#### TASK BRIEF:
Return the lines from the start of the data through the line with "Quick job: Give". Include both of those lines and no others.

□ □ □ □ □ □ □

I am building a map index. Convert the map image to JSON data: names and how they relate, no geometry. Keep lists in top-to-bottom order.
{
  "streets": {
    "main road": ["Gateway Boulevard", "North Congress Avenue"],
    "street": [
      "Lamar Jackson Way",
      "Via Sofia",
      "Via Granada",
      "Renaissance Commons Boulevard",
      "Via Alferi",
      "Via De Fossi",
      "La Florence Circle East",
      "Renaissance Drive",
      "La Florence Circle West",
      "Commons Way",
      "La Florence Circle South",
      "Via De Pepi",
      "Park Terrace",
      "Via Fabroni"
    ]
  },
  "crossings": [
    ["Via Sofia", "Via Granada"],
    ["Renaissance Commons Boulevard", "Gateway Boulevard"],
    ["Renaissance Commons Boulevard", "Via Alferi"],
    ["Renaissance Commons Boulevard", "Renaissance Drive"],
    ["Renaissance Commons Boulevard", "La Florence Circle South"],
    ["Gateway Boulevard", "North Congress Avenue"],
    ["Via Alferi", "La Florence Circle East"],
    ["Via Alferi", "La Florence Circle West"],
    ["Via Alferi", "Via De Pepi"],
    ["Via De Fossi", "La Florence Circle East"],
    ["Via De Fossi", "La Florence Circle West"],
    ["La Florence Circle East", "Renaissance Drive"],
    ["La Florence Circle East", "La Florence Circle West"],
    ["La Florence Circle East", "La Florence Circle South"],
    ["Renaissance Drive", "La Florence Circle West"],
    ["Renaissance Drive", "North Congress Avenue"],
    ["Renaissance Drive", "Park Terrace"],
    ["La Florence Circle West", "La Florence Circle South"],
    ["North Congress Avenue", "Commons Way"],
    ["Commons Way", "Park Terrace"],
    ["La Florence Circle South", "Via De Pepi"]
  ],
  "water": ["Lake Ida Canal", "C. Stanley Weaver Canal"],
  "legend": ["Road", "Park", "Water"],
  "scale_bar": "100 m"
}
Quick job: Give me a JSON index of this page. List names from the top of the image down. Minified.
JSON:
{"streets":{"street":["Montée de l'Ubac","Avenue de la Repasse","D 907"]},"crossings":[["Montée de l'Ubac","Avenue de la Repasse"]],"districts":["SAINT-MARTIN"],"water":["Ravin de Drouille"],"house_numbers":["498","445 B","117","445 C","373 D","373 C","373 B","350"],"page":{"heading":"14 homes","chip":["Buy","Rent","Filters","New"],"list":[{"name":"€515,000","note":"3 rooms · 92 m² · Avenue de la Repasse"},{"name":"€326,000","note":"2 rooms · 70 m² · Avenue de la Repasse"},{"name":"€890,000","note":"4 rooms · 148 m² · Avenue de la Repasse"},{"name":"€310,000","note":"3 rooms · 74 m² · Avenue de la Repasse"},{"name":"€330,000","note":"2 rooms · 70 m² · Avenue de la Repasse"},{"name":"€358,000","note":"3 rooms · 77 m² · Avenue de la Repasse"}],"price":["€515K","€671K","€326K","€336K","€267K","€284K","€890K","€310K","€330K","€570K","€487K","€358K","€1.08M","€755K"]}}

□ □ □ □ □ □ □

#### EXERCISE RESULT:
I am building a map index. Convert the map image to JSON data: names and how they relate, no geometry. Keep lists in top-to-bottom order.
{
  "streets": {
    "main road": ["Gateway Boulevard", "North Congress Avenue"],
    "street": [
      "Lamar Jackson Way",
      "Via Sofia",
      "Via Granada",
      "Renaissance Commons Boulevard",
      "Via Alferi",
      "Via De Fossi",
      "La Florence Circle East",
      "Renaissance Drive",
      "La Florence Circle West",
      "Commons Way",
      "La Florence Circle South",
      "Via De Pepi",
      "Park Terrace",
      "Via Fabroni"
    ]
  },
  "crossings": [
    ["Via Sofia", "Via Granada"],
    ["Renaissance Commons Boulevard", "Gateway Boulevard"],
    ["Renaissance Commons Boulevard", "Via Alferi"],
    ["Renaissance Commons Boulevard", "Renaissance Drive"],
    ["Renaissance Commons Boulevard", "La Florence Circle South"],
    ["Gateway Boulevard", "North Congress Avenue"],
    ["Via Alferi", "La Florence Circle East"],
    ["Via Alferi", "La Florence Circle West"],
    ["Via Alferi", "Via De Pepi"],
    ["Via De Fossi", "La Florence Circle East"],
    ["Via De Fossi", "La Florence Circle West"],
    ["La Florence Circle East", "Renaissance Drive"],
    ["La Florence Circle East", "La Florence Circle West"],
    ["La Florence Circle East", "La Florence Circle South"],
    ["Renaissance Drive", "La Florence Circle West"],
    ["Renaissance Drive", "North Congress Avenue"],
    ["Renaissance Drive", "Park Terrace"],
    ["La Florence Circle West", "La Florence Circle South"],
    ["North Congress Avenue", "Commons Way"],
    ["Commons Way", "Park Terrace"],
    ["La Florence Circle South", "Via De Pepi"]
  ],
  "water": ["Lake Ida Canal", "C. Stanley Weaver Canal"],
  "legend": ["Road", "Park", "Water"],
  "scale_bar": "100 m"
}
Quick job: Give me a JSON index of this page. List names from the top of the image down. Minified.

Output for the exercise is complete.